There is some indication that patients who have not received radiotherapy may respond better to this approach. This was shown in the French LANDSCAPE trial of 43 patients, in which upfront treatment with capecitabine/lapatinib yielded a 67% response rate and a median time to progression of 5.5 months, which are significantly better outcomes than seen in other studies of this
combination.2

It is unknown whether this is a result of patient selection, or the possibility that disease that has not been irradiated is more sensitive to this regimen. “It raises the possibility of using systemic therapy upfront in highly selected patients, though we are not sure which patients these would be,” he added. “For most of them, you would treat with local therapy first.”

A number of agents are in development for brain metastasis, with newer anti-HER2 agents and PI3K inhibitors high on the list.

Current Approach

Dr. Winer summarized what he considers the best approach to HER2-positive CNS disease at the current time. Initial treatment is local therapy in the vast majority of patients. For patients with limited disease, surgery or stereotactic radiosurgery, with or without whole-brain radiotherapy, is recommended. For those with extensive disease, whole-brain radiotherapy, 

“In my opinion, there is no need to change systemic therapy in a patient for whom it is working,” he said. “Systemic therapy alone is acceptable in highly selected patients. The patient who did well on trastuzumab and who develops brain metastasis can stay on it. There is no need to switch to lapatinib at that point.”

Upon progression, localized disease can sometimes still be treated with local therapy. Systemic therapy, outside of a clinical trial, usually consists of capecitabine/lapatinib, but other regimens can also be effective, he said. Dr. Winer cautioned against “treating every lesion just because it’s there,” noting that many small lesions revealed by imaging can remain quiescent for an extended period, and some represent radionecrosis.

In the future, research may explain why the brain is a common site of disease spread for patients with HER2-positive breast cancer, and offer a means of better treatment, he concluded. ■

Disclosure: Dr.

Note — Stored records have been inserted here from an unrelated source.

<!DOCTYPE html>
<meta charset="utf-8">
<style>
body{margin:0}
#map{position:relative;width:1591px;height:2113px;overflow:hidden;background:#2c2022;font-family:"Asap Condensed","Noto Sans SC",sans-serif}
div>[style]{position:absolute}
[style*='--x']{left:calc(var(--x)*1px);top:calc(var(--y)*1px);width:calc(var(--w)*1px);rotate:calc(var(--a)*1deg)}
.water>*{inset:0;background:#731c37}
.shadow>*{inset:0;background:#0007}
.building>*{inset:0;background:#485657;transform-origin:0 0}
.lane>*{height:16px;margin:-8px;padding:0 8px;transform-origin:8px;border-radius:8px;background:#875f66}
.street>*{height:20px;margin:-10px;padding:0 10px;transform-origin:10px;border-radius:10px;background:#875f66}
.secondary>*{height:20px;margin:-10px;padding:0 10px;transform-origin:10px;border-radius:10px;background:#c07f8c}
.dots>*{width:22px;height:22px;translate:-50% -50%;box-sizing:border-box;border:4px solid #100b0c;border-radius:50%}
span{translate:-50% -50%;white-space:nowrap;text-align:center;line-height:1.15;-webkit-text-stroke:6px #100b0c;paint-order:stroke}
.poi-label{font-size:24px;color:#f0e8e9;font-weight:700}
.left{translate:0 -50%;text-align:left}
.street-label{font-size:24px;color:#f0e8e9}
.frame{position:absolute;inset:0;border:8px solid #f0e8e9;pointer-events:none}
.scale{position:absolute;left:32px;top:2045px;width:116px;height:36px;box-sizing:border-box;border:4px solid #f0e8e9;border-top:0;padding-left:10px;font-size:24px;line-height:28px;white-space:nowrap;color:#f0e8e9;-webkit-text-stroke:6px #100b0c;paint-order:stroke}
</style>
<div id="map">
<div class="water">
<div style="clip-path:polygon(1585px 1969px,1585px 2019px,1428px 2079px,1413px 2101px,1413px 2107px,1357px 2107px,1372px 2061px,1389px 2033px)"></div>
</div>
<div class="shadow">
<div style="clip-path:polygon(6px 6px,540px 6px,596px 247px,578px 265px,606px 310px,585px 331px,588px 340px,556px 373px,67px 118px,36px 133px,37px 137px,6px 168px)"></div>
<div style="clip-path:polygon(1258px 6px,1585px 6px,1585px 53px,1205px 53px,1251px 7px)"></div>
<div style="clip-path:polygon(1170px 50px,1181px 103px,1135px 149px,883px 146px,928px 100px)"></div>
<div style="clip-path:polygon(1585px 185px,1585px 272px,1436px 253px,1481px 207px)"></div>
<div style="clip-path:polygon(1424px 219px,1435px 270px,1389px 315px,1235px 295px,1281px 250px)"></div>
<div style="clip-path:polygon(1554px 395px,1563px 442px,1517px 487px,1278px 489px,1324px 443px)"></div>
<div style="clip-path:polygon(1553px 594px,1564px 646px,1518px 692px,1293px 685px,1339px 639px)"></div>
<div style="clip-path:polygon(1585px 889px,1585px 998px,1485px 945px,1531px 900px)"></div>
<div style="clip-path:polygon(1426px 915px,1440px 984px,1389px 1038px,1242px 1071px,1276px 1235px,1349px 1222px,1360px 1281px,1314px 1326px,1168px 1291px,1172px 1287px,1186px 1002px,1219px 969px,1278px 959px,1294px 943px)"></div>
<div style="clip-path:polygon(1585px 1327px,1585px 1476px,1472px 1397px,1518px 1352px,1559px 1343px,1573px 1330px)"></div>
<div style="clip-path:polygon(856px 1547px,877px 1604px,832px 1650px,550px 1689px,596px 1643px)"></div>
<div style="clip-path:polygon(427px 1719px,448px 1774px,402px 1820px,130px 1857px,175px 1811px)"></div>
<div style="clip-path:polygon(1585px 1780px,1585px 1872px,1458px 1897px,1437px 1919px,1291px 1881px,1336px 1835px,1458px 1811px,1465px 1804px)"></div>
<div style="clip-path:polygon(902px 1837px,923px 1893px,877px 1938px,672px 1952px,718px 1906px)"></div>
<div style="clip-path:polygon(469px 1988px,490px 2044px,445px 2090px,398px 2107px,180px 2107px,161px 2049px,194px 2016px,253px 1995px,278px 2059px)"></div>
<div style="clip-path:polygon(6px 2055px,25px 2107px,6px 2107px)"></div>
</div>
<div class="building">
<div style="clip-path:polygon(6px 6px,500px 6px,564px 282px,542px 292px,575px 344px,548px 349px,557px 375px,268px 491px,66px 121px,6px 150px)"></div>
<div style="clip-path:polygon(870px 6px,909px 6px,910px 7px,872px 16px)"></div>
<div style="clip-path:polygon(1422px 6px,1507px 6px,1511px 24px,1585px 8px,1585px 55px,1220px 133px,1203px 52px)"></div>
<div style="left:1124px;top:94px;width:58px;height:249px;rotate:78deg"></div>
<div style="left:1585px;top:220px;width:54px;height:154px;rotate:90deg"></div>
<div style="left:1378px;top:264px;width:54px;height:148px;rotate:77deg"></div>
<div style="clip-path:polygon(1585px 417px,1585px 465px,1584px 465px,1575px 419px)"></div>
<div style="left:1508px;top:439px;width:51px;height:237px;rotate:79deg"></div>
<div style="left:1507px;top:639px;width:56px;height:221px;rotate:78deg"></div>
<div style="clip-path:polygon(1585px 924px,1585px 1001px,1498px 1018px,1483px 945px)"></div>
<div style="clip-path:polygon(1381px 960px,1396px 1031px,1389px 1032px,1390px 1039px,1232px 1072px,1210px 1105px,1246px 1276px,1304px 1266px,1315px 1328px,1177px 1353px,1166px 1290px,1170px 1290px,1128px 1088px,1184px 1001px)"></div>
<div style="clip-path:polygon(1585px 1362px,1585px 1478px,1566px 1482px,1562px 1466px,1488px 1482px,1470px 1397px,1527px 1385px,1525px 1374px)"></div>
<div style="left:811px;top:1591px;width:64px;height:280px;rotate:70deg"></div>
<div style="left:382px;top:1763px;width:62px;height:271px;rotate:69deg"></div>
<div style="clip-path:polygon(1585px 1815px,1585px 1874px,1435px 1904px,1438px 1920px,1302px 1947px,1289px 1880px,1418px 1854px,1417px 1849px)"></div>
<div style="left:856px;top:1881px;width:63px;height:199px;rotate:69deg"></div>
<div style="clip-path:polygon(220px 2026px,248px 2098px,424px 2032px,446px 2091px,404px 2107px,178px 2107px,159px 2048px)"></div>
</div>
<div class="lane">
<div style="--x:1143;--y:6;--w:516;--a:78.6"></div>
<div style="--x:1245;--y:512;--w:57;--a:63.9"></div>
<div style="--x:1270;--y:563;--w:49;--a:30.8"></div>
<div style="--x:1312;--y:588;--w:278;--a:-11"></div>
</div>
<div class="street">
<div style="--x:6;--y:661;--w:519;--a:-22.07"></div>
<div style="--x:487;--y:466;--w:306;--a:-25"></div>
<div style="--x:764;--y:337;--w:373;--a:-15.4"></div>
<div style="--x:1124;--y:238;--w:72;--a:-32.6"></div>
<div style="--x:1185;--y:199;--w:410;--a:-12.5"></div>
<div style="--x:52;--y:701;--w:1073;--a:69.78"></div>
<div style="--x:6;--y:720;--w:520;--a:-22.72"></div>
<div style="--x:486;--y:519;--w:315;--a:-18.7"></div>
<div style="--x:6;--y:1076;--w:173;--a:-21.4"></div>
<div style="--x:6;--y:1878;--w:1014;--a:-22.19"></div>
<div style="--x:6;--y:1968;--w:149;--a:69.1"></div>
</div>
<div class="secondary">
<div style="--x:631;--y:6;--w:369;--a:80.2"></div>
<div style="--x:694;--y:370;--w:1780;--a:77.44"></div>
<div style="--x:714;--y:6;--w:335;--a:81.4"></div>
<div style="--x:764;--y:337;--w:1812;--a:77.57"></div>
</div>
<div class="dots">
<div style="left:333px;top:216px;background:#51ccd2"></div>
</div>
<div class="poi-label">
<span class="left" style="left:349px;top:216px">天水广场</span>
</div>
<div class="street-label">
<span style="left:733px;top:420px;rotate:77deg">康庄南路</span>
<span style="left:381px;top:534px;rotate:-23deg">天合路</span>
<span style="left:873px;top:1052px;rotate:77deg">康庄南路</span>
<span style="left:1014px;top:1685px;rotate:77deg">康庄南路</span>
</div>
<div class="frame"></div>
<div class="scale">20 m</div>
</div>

Winer reported no potential conflicts of interest.

References

1. Lin NU, Diera V, Paul D, et al: Multicenter phase II study of lapatinib in patients with brain metastases from HER2-positive breast cancer. Clin Cancer Res 15:1452-1459, 2009.

2. Bachelot TD, Romieu G, Campone M, et al: LANDSCAPE: An FNCLCC phase II study with lapatininb and capecitabine in patients with brain metastases from HER2-positive metastatic breast cancer before whole-brain radiotherapy. J Clin Oncol 29(15 suppl):Abstract 509, 2011.